For U.S. Healthcare Professionals Only
Classically, advanced prostate cancer was defined as prostate cancer with evidence
of metastases to bone or soft tissue. That definition expanded to include hormonally
resistant prostate cancer, that is, prostate cancer that was treated with hormonal
therapy and did not respond. The pendulum has continued to swing: the current definition
of advanced prostate cancer includes prostate cancer with metastases and prostate
cancer with an increasing prostate-specific antigen (PSA) after definitive therapy.
I seldom see patients who present to me primarily with metastatic prostate cancer.
My patients already know they have prostate cancer because they have had their PSA
tested by a primary care physician, it was elevated, and this prompted the referral.
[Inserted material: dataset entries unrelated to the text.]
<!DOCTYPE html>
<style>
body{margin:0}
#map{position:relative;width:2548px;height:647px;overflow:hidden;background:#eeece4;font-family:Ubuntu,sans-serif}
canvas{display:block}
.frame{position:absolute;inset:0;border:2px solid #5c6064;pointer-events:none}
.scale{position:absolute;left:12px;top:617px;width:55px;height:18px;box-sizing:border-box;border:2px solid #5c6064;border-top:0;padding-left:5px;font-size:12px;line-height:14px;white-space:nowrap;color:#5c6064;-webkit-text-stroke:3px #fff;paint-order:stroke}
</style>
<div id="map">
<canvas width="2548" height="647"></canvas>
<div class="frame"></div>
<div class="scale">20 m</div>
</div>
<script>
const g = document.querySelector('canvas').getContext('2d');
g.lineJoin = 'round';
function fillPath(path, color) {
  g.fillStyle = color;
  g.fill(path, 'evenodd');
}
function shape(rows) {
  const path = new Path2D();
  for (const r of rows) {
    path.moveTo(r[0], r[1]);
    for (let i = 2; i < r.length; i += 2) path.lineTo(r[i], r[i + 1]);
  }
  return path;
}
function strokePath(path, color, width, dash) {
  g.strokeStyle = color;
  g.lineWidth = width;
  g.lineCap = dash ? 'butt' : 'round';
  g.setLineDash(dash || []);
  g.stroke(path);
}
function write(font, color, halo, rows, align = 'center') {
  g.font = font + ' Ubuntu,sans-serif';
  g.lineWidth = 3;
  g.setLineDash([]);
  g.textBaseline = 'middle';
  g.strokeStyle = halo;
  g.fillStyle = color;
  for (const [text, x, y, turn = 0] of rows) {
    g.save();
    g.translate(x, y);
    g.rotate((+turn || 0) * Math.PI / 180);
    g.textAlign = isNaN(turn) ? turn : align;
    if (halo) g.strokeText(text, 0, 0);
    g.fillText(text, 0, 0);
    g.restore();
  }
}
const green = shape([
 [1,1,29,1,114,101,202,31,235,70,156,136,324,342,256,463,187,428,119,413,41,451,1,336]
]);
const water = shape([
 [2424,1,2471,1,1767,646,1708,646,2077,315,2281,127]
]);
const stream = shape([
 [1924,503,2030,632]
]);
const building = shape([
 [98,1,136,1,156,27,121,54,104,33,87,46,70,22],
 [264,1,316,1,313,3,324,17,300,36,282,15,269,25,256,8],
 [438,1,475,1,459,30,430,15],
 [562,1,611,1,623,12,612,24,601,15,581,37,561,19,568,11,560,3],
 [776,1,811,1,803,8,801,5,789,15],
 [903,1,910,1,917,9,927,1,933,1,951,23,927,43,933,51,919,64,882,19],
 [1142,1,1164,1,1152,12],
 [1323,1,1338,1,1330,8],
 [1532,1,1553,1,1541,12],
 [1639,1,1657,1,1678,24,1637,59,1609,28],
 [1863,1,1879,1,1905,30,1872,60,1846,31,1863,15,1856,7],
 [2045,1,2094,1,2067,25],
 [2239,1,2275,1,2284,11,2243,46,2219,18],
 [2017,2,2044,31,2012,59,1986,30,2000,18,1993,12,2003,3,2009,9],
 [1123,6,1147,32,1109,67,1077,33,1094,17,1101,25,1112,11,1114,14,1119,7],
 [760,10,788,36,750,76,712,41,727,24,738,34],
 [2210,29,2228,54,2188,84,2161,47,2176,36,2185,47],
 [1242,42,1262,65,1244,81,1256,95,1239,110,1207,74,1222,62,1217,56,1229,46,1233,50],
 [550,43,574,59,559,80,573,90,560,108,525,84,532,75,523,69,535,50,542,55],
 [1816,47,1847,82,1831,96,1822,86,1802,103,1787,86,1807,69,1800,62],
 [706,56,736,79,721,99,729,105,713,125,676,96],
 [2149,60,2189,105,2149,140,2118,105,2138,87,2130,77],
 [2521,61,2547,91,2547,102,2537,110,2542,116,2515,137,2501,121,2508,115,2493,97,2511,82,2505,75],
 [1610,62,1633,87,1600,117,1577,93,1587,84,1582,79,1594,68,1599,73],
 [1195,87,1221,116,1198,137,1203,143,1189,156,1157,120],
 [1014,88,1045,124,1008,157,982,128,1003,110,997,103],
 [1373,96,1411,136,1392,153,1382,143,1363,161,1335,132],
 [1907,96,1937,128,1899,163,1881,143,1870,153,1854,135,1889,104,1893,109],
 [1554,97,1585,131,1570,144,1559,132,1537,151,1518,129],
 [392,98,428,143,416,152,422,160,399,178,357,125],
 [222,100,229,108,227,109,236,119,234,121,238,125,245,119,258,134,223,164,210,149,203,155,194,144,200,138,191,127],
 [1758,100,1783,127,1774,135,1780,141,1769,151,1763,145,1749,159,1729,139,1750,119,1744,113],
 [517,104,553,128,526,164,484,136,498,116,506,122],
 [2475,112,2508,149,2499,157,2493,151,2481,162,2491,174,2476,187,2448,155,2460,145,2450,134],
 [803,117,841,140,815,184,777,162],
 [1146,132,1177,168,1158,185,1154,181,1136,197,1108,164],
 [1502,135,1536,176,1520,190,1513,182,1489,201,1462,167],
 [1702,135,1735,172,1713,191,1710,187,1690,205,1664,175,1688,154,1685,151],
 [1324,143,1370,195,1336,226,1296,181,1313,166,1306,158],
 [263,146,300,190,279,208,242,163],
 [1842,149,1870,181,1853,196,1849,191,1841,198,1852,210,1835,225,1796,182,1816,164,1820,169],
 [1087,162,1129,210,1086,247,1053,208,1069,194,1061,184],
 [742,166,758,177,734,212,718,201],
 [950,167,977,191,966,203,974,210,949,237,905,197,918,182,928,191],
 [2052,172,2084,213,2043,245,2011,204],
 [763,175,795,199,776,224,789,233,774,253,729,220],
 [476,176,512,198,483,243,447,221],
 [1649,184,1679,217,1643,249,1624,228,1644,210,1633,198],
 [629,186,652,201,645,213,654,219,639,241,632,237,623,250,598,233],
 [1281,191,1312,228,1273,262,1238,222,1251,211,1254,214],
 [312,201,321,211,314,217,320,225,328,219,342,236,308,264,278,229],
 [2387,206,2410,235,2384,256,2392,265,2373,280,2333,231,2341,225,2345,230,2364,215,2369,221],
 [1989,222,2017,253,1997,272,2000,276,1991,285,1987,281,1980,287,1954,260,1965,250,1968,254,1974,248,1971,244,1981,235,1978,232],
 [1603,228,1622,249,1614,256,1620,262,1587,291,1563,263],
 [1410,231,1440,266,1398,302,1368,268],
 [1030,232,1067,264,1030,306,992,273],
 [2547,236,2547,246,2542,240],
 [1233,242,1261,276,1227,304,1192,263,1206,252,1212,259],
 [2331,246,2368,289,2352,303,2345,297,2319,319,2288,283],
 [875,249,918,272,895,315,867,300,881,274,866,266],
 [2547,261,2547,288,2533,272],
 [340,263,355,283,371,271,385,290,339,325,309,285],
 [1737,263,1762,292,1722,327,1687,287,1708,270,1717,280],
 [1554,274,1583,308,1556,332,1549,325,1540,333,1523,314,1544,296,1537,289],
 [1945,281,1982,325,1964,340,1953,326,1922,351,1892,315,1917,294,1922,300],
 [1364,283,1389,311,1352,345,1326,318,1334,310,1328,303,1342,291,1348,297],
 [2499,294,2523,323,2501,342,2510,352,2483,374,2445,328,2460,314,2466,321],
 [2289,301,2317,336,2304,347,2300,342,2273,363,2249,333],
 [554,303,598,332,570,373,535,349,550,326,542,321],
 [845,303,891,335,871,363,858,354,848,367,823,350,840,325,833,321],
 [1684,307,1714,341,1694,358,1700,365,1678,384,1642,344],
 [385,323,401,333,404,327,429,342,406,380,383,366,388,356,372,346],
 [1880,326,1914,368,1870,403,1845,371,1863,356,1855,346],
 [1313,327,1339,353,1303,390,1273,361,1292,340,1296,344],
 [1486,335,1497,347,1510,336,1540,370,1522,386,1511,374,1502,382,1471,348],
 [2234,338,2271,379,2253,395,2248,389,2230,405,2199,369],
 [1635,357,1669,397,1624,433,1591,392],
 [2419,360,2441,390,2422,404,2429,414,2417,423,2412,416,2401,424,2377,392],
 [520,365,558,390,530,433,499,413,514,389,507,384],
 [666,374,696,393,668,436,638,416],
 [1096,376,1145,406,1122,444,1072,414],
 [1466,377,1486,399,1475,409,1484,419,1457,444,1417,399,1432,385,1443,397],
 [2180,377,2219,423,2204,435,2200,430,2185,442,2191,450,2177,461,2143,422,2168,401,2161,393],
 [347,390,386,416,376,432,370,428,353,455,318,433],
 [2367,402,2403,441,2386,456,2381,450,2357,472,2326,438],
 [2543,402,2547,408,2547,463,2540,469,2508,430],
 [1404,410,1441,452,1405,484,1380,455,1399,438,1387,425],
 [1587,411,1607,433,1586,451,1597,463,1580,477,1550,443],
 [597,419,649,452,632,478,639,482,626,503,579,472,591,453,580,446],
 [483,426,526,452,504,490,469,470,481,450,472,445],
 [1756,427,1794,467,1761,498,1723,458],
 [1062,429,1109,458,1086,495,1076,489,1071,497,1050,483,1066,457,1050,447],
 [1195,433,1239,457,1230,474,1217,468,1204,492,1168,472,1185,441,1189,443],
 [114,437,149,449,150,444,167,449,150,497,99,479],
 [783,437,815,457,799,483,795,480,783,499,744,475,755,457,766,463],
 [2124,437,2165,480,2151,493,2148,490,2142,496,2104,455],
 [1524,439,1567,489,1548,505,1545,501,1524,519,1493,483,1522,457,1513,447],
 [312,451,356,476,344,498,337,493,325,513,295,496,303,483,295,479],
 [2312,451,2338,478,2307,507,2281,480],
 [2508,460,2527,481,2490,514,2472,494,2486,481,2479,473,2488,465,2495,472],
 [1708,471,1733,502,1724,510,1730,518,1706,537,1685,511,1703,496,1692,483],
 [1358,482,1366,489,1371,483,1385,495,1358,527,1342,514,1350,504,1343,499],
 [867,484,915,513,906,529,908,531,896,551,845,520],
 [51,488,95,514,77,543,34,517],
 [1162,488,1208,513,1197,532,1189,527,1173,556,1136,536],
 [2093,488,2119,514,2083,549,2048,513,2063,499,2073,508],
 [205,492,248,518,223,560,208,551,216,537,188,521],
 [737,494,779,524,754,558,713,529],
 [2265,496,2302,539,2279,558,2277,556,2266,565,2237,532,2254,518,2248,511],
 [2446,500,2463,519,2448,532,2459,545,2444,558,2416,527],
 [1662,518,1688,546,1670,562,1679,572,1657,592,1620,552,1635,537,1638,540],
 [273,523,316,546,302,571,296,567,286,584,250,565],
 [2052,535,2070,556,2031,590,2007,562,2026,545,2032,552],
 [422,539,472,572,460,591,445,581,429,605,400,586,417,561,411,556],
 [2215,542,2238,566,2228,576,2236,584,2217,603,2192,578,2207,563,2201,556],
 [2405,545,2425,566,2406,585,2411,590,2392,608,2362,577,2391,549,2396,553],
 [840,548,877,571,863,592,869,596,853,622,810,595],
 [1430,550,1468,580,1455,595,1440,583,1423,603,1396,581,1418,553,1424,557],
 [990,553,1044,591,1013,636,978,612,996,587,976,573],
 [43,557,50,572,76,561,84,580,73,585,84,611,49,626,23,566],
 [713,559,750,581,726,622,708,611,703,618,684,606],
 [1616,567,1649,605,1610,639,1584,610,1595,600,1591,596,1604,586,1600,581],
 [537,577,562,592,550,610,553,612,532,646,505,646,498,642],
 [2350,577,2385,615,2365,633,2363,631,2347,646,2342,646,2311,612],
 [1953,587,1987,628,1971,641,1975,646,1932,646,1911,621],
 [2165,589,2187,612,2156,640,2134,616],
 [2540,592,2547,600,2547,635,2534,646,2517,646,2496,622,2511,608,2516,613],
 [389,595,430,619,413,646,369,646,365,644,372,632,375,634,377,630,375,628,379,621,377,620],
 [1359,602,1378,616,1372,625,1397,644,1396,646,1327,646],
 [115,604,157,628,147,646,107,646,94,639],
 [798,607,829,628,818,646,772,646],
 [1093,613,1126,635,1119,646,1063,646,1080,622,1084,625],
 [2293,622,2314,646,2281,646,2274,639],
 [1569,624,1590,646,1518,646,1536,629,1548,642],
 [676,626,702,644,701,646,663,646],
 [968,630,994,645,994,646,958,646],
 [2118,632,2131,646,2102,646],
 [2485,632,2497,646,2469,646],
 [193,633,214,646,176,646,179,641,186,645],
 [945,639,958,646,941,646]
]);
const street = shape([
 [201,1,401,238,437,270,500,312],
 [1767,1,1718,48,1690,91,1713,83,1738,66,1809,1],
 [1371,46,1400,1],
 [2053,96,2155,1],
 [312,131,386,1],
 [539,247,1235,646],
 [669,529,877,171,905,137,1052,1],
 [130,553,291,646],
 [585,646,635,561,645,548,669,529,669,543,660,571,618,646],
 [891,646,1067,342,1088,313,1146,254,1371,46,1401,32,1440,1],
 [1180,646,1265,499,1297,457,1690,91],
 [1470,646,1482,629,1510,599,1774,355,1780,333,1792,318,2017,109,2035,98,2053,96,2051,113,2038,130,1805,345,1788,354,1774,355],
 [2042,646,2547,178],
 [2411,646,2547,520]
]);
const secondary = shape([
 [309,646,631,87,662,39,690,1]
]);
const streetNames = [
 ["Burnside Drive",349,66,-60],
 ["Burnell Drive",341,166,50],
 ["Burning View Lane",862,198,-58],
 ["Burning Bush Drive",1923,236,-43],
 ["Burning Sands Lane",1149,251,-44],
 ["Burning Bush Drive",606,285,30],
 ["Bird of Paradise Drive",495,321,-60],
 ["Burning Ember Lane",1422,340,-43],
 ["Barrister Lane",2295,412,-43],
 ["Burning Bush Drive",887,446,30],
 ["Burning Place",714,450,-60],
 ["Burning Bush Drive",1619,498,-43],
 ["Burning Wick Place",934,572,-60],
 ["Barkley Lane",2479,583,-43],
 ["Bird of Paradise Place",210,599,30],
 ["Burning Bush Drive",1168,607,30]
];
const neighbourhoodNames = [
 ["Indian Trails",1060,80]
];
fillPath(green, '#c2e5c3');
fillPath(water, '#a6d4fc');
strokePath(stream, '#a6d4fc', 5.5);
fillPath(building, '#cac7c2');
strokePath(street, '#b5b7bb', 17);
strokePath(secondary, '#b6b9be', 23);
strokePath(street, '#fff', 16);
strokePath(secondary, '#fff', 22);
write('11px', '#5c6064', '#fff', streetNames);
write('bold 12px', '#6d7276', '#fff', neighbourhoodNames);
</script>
Some of the patients referred to me have already had a biopsy done elsewhere. As
my patients usually have already come to terms with having cancer, our discussions
center on the stage of their cancer and the therapeutic options. I try to include
caregivers in the discussions, mainly because when the patient leaves they usually
have difficulty explaining to their caregivers what happened during the visit, so
it's easier for all concerned to include caregivers in the discussion.
I present patients with several therapeutic options, among them luteinizing hormone-releasing
hormone (LHRH) agonists. In particular, patients with metastatic disease are candidates
for LHRH agonist therapy, as are patients who have had surgery, radiation therapy,
or both and have rising PSA levels. However, I don't want the treatment to be worse
than the disease, so before starting therapy I consider the level and doubling time
of the PSA.
A great deal of how patients accept therapy depends on how the physician presents
it, so I try not to overemphasize side effects. I tell them that they may experience
hot flashes in the beginning of their therapy because LHRH agonists can cause an
initial testosterone flare and rise in PSA. Long-term side effects may include anemia,
weight gain, loss of sexual desire, osteoporosis, not feeling well, and testicular
atrophy. Nevertheless I encourage them to try LHRH agonist therapy as a first-line
therapy because approximately 80% of patients respond to it at least temporarily.
Before any therapy for advanced prostate cancer is started, I get a baseline complete
metabolic panel, PSA, alkaline phosphatase for patients with bone metastases, and
liver function tests for patients with liver metastases. For some of my patients
I order a bone mineral density to screen them for osteoporosis. I primarily monitor
my patients' PSA levels, but I also follow their testosterone levels and any other
test that was initially abnormal or may help follow the progression of their disease.
I often recommend that my patients consider enrolling in clinical trials. It's not
a panacea, but patients who enroll in clinical trials have a good chance of getting
trial medication. Even if they don't get the trial drug they get standard therapy.
Clinical trials provide a stricter follow-up regimen than is normally provided for
patients. In addition, being part of a trial helps the physician-patient bond.